Here, we've combined 3 iterables (two lists and a tuple) into a list-like object of tuples. Each tuple in the return value has 3 members. The first member is from iterable1, the second from iterable2, and the third from iterable3. The first tuple contains the first element of each of the iterables, the second tuple contains the second element of the iterables, and the third tuple contains the third element. Thus, our first tuple contains the first elements of iterable1 (1), iterable2 ('Kim'), and iterable3 (None).

Note that we referred to zips return value as a list-like object. It's not a true list, but a lazy sequence much the same as a range. You must request values explicitly, which you can do with a loop or iterable constructor. That's why we call list(zipped_iterables) on line 6 above.

zip's collection arguments are usually the same length but don't have to be. If you want to enforce identical lengths, add a strict=True keyword argument to the invocation:

zipped_iterables = zip(iterable1, iterable2, strict=True)

With strict=True, zip raises an exception if the iterables don't all have the same length.

So, what happens if the lengths differ and strict=True isn't given? In this case, zip stops after exhausting the shortest iterable:

result = zip(range(5, 10),    # length is 5
             range(1, 3),     # length is 2 (shortest)
             range(3, 7))     # length is 4
print(list(result)) # [(5, 1, 3), (6, 2, 4)]

Since range(1, 3) only has a length of 2 and strict=True was omitted, the result list only has 2 elements.

The zip function's canonical application is to simultaneously iterate over multiple collections. We'll demonstrate that in the next chapter.

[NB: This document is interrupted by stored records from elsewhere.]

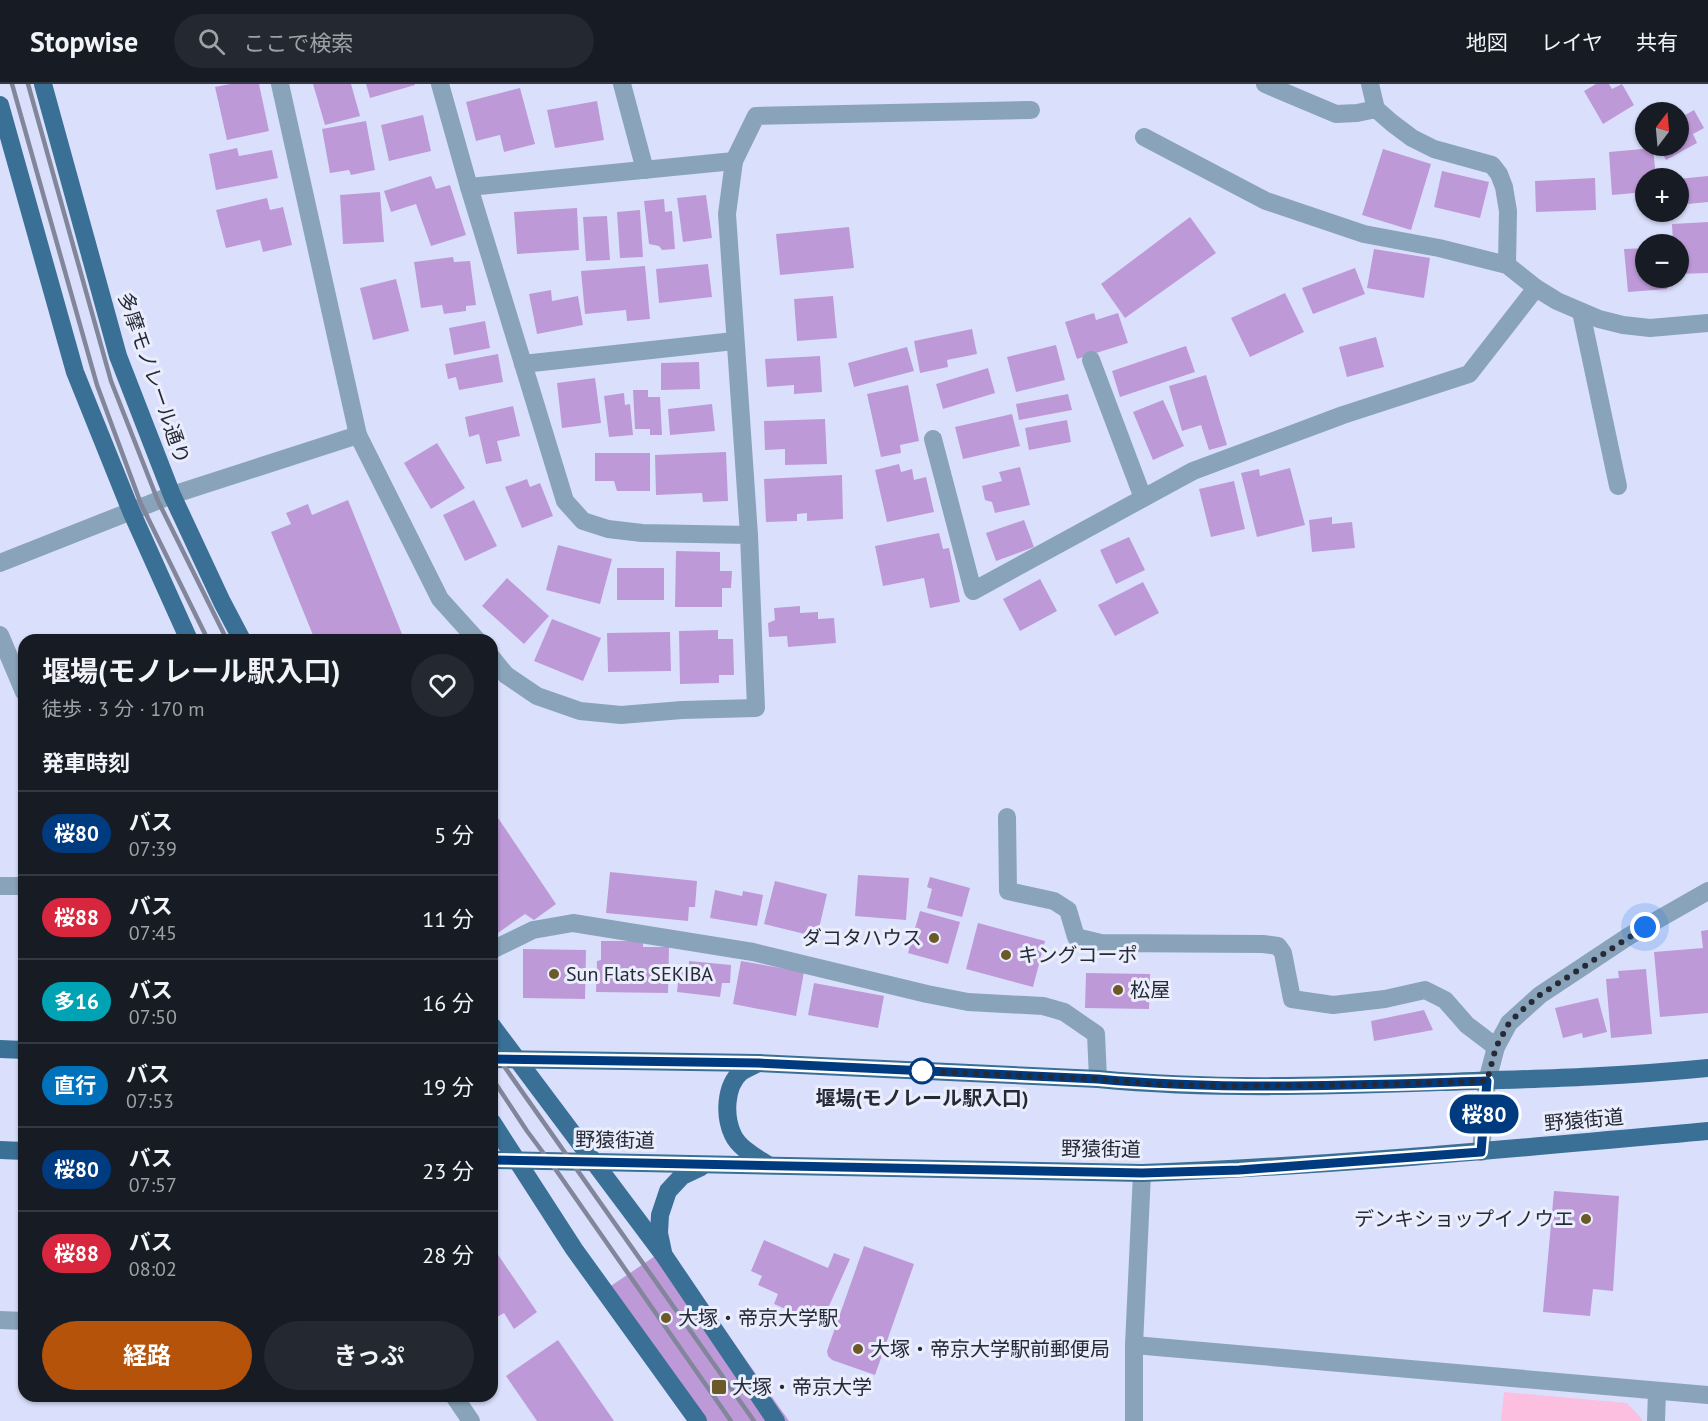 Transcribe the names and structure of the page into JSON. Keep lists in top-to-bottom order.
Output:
{
  "streets": {
    "main road": ["多摩モノレール通り", "野猿街道"]
  },
  "places": {
    "other": [
      "ダコタハウス",
      "キングコーポ",
      "Sun Flats SEKIBA",
      "松屋",
      "堰場(モノレール駅入口)",
      "デンキショップイノウエ",
      "大塚・帝京大学駅",
      "大塚・帝京大学駅前郵便局"
    ],
    "transit": ["大塚・帝京大学"]
  },
  "lines": ["bus line 桜80"],
  "north": "top",
  "page": {
    "header": "Stopwise",
    "search": "ここで検索",
    "nav": ["地図", "レイヤ", "共有"],
    "on_map": "桜80",
    "map_buttons": ["+", "−"],
    "heading": [
      ["堰場(モノレール駅入口)", "徒歩 · 3 分 · 170 m"],
      "発車時刻"
    ],
    "list": [
      {
        "mark": "桜80",
        "name": "バス",
        "note": "07:39",
        "value": "5 分"
      },
      {
        "mark": "桜88",
        "name": "バス",
        "note": "07:45",
        "value": "11 分"
      },
      {
        "mark": "多16",
        "name": "バス",
        "note": "07:50",
        "value": "16 分"
      },
      {
        "mark": "直行",
        "name": "バス",
        "note": "07:53",
        "value": "19 分"
      },
      {
        "mark": "桜80",
        "name": "バス",
        "note": "07:57",
        "value": "23 分"
      },
      {
        "mark": "桜88",
        "name": "バス",
        "note": "08:02",
        "value": "28 分"
      }
    ],
    "buttons": ["経路", "きっぷ"]
  }
}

It's worth noting that zip returns what is known as an iterator. We'll discuss iterators in more detail in the Core curriculum. However, one characteristic of iterators that is important to be aware of is that they can only be consumed once. If you iterate over the iterator object, subsequent attempts to iterate will fail. For instance:

result = zip(range(5, 10),    # length is 5
             range(1, 3),     # length is 2 (shortest)
             range(3, 7))     # length is 4
print(list(result)) # [(5, 1, 3), (6, 2, 4)]
print(list(result)) # []

As you can see, once we've consumed the return value of zip, we can't do it again. Most Python functions and methods that return lazy sequences may only be consumed once; range objects are one of the few exceptions to this rule.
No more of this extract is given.